In the entries below, spot each line with the word "tools" and copy it.
[[ Provided material open ]]
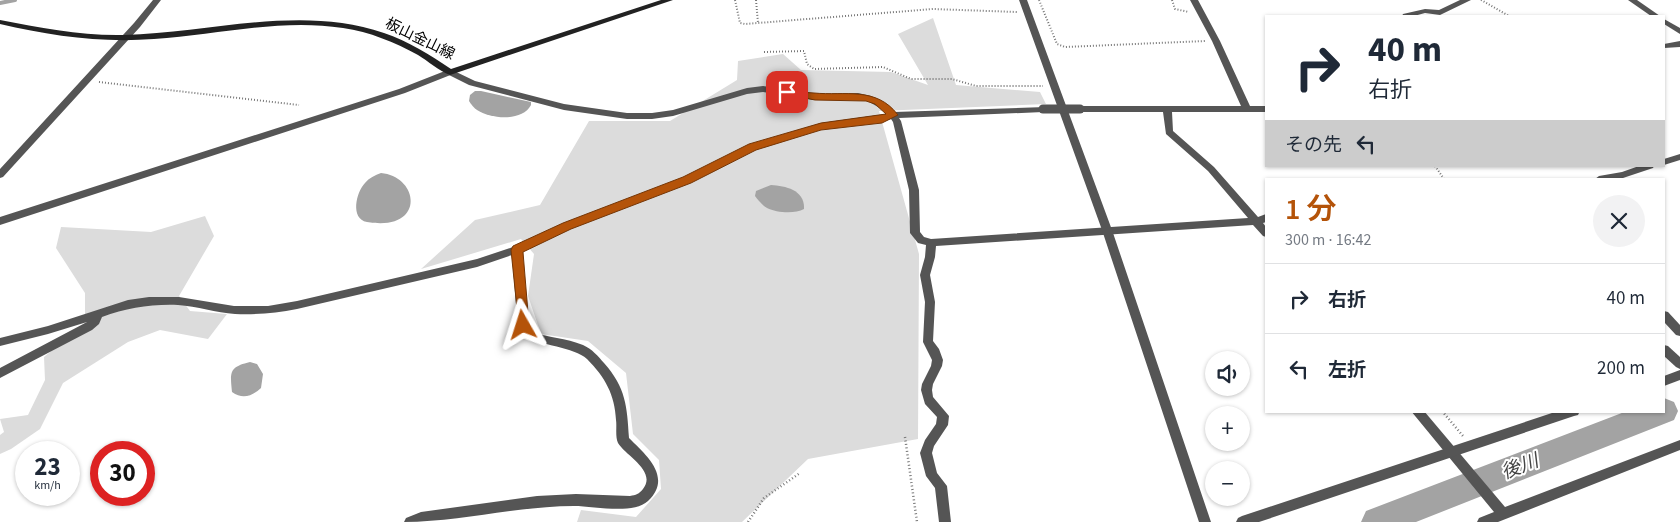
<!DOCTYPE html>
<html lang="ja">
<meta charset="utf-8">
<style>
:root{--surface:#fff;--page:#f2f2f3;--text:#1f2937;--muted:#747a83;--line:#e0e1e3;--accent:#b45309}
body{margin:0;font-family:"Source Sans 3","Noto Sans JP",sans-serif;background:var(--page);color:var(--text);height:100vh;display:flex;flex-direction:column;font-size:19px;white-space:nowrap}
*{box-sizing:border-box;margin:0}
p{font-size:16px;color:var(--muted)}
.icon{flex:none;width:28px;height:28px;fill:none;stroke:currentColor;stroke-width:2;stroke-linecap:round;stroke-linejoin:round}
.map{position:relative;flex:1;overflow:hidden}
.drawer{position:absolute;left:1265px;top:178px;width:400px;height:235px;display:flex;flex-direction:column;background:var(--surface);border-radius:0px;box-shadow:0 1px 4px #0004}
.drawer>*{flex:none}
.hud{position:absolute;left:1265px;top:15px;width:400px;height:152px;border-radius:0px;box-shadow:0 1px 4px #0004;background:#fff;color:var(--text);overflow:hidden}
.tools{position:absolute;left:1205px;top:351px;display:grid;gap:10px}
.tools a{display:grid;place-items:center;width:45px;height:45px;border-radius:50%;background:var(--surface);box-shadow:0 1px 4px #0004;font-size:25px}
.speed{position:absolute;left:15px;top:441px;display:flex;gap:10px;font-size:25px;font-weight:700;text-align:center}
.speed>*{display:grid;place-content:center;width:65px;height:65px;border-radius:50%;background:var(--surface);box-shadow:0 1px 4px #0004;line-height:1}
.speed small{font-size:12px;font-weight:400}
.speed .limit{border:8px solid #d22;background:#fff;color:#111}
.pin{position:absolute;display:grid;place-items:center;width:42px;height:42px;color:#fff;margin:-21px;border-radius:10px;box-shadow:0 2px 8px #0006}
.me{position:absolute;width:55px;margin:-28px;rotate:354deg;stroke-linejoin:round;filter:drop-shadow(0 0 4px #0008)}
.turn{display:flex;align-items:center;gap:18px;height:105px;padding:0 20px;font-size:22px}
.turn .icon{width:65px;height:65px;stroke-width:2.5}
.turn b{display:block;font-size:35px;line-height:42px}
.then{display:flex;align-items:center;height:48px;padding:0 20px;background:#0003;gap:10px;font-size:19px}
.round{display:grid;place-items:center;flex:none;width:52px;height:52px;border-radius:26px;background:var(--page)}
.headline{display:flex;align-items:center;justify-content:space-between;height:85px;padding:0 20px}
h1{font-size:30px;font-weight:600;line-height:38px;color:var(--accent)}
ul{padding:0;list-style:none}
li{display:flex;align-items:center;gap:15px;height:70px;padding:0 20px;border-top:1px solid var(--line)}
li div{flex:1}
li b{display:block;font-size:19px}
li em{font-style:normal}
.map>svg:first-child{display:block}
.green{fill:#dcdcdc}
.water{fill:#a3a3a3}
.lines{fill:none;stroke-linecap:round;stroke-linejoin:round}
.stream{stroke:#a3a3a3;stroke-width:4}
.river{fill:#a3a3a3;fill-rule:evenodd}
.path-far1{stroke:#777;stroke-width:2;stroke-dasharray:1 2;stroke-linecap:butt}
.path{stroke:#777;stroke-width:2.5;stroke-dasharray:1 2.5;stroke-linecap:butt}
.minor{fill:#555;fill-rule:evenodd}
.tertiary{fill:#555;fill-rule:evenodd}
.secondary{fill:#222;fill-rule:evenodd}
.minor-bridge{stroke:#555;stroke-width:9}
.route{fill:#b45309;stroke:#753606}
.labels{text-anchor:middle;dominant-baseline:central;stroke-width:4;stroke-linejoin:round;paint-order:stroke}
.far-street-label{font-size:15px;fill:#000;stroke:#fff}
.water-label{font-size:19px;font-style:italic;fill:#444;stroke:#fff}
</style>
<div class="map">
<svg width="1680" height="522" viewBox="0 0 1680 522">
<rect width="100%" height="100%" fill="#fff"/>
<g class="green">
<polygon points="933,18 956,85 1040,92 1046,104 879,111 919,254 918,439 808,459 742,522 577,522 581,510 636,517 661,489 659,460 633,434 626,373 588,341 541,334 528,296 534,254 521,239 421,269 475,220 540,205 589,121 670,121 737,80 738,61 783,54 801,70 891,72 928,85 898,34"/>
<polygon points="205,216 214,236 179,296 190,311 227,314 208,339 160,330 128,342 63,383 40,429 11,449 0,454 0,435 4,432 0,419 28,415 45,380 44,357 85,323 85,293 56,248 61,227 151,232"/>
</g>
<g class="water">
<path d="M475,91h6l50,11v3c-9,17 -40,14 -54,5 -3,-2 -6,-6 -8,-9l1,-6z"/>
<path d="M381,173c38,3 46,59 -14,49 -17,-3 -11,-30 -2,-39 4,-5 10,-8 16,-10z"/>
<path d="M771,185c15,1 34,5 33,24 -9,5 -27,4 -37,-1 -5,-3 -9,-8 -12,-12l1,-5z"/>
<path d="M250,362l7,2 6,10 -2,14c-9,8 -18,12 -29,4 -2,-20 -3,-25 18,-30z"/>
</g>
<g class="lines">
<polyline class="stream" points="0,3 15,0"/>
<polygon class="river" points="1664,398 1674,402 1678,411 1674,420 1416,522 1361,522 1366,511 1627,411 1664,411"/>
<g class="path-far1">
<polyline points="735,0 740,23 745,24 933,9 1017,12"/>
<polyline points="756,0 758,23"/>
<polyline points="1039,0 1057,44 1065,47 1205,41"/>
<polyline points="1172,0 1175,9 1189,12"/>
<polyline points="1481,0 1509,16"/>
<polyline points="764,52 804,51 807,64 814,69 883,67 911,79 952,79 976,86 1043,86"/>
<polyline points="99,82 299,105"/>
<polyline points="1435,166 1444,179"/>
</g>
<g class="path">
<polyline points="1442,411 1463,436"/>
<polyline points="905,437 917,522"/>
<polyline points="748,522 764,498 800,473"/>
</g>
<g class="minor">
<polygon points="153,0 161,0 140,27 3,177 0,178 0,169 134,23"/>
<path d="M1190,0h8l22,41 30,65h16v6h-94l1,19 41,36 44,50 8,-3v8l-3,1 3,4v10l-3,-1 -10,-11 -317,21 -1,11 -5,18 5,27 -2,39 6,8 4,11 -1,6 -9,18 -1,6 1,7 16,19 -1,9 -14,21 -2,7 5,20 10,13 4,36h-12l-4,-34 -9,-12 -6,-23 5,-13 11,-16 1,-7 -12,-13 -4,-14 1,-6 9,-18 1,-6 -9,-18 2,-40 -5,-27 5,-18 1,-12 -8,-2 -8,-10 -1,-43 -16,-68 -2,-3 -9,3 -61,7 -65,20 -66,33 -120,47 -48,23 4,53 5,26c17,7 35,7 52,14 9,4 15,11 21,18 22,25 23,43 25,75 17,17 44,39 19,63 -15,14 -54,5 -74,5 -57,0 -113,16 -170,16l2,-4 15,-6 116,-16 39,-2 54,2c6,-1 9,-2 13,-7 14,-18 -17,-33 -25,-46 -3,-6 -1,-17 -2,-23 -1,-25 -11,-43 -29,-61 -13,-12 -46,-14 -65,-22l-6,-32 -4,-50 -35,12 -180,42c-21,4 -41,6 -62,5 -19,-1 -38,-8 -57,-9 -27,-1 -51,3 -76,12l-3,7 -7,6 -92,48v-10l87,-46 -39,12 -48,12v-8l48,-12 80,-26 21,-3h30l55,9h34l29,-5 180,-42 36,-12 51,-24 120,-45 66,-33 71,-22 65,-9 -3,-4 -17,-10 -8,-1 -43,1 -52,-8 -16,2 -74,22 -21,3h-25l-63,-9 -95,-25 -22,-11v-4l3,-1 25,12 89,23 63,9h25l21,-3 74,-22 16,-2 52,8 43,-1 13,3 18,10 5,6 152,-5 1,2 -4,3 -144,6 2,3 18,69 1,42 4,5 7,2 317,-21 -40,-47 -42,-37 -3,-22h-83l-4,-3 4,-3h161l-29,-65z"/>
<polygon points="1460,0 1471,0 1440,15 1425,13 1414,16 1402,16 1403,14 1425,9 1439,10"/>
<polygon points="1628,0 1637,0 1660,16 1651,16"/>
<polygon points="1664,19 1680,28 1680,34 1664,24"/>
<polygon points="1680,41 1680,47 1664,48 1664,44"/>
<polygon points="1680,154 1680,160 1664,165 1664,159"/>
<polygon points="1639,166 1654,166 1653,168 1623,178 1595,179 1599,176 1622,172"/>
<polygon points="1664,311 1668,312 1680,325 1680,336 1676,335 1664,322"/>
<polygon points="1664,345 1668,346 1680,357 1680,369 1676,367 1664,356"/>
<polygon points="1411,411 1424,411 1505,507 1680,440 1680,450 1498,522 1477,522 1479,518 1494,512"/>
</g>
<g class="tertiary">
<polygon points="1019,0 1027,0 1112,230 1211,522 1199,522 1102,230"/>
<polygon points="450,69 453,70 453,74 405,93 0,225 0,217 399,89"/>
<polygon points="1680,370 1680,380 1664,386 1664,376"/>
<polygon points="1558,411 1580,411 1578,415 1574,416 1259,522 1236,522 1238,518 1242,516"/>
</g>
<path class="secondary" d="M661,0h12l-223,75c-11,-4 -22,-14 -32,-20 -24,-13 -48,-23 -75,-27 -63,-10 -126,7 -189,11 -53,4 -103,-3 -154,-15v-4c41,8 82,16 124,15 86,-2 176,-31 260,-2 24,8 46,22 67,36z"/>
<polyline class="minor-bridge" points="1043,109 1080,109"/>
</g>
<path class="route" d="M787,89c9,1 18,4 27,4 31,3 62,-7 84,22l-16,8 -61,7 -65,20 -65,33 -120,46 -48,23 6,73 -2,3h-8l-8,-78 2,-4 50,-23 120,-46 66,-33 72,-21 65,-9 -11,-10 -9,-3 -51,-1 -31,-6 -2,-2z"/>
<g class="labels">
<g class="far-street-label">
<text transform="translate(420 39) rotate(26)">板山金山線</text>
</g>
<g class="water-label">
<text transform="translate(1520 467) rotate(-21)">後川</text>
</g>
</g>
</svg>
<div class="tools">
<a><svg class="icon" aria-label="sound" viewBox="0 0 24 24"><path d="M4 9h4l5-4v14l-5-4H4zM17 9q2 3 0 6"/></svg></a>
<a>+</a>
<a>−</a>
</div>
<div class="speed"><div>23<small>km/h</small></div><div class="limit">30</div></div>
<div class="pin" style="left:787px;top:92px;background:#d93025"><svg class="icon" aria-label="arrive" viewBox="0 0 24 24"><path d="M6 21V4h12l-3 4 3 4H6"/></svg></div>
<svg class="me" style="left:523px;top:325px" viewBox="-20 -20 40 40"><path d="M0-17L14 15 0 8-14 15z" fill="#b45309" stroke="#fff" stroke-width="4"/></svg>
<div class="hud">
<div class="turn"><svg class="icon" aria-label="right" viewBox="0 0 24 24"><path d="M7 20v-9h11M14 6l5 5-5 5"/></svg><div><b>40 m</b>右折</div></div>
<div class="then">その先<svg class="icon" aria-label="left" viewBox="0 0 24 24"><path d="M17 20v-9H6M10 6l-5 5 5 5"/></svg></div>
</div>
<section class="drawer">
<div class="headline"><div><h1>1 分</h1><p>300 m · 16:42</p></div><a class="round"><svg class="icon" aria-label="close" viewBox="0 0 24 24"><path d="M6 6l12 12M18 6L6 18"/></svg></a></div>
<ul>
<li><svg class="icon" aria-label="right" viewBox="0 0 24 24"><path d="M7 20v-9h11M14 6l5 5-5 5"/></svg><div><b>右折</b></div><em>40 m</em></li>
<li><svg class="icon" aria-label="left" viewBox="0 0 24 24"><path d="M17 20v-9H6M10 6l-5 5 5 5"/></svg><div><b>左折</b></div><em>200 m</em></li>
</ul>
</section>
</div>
[[ Provided material closed ]]
• [Written answer]:
.tools{position:absolute;left:1205px;top:351px;display:grid;gap:10px}
.tools a{display:grid;place-items:center;width:45px;height:45px;border-radius:50%;background:var(--surface);box-shadow:0 1px 4px #0004;font-size:25px}
<div class="tools">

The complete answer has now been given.